At root, the difficulty for Nigeria is that it exports too little oil per person, to offer a significant fuel subsidy, according to Charles Robertson, chief economist at Renaissance Capital. “Gulf countries export 25 times more oil per person and even they have removed the fuel subsidy,” Robertson said in an emailed response.
He further observed, “Nigeria does not control the global oil price, nor can it control the exchange rate (which is a reflection of the oil price). The NGN145 price did make sense when the exchange rate was at 200/$ in May 2016, but today it is a problem, and the country risks draining away its foreign reserves, supporting those who drive a car, when ideally, the country should be investing in infrastructure and reforms which make the country more competitive.”
Government has often claimed it no longer incurs fuel subsidy costs, making it unclear who bears the shortfall in the obsolete petrol pricing template.
Traders told BusinessDay, Monday, that Nigeria’s Central Bank was asking banks to submit bids for a “special currency auction” targeting fuel importers to meet demand for matured letters of credit.
The traders said the Central Bank sent a message to banks to submit backlog dollar demand from fuel importers by 3:00pm for a special intervention.
Industry sources said government wanted to ensure that fuel retailers had enough products, so it was channelling dollars to them to avoid acute fuel shortages like the one in the months of March and April, 2016, which crimped business activity.

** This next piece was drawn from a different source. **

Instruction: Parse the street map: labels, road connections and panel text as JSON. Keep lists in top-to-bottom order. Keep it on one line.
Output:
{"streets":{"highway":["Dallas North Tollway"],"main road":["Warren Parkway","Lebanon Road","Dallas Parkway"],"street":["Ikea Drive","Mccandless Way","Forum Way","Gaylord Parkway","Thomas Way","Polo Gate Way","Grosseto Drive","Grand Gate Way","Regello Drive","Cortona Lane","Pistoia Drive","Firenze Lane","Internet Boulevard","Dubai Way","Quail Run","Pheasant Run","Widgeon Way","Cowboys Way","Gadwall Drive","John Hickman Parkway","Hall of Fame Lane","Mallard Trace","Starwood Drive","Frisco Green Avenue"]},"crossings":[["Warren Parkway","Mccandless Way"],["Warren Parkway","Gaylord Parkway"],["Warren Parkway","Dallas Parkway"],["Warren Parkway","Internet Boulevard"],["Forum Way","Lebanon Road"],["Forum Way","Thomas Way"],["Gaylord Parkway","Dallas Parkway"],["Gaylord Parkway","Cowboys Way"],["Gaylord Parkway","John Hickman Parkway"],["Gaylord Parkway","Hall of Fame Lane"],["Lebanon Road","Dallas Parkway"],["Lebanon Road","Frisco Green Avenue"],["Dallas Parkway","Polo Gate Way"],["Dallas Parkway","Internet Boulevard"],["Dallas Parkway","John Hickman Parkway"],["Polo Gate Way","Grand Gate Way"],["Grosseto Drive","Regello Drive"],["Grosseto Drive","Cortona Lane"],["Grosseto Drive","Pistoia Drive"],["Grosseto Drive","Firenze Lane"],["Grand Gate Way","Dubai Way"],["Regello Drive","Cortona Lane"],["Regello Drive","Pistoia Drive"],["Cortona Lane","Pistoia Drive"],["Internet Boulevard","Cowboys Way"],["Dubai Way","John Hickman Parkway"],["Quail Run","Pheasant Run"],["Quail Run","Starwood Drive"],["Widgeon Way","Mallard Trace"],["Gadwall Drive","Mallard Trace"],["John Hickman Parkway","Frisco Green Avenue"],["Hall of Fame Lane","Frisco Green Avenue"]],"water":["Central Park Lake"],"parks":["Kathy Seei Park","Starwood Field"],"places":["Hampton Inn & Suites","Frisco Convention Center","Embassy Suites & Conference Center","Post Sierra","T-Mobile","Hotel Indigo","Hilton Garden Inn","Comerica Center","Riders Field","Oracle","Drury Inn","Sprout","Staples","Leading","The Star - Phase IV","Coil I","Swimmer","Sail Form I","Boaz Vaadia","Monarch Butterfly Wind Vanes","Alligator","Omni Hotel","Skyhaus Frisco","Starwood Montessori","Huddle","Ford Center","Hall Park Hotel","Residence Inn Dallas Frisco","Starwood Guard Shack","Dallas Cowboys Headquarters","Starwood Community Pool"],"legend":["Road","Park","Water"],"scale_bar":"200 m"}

The sources were unable to confirm the date for the auction but said they had started submitting bids to their banks. Although many said the dollar special intervention will be no permanent solution to the challenges they were facing. “Selling dollars at subsidised rates is no long term solution to our problems, rather, allowing the market set prices is the solution,” an industry player who did not want to be named said. “By maintaining a price ceiling, government is draining its foreign reserves to make up for the shortfall and is barricading investments in the downstream oil sector. Absolute deregulation will resolve all of the challenges we face in that sector,” the source added.
Nigeria consumes 45 million litres of petrol a day, or roughly 280,000 barrels, which would require the market to provide some $18 million a day.
Importers cover about 30 percent of this, with the NNPC covering the rest, which is mounting pressure on the market for dollars. Thirty percent of foreign exchange demand in Nigeria is used for fuel imports, according to data from the Central Bank.
Nigeria is in its deepest recession in 25 years, worsened by falling crude output as militants attack pipelines in the Niger Delta, the heart of its production, and global prices remain low, draining dollars needed to fund imports. Nigeria is the largest oil producer in Africa, pumping some 1.6 million barrels a day of crude.
However, it is forced to rely on imports to meet 70 percent of its domestic refined petroleum products demand, as the NNPC’s four refineries produce at less than 20 percent of installed capacity of 450,000 bpd.
Forced to intercede for businesses and households reeling from fuel scarcity and higher costs, the Petroleum Products Pricing Regulatory Agency (PPPRA) template in May, increased the approved retail price of petrol by about 62 percent to a band between N135 – N145 per litre from N87.
The non-dynamic template, which failed to take into the account rising oil and gas prices as well as the naira dollar exchange rates, has seen companies operating in the country’s downstream oil sector struggle with negative margins and has translated a burden of higher costs for Nigerians.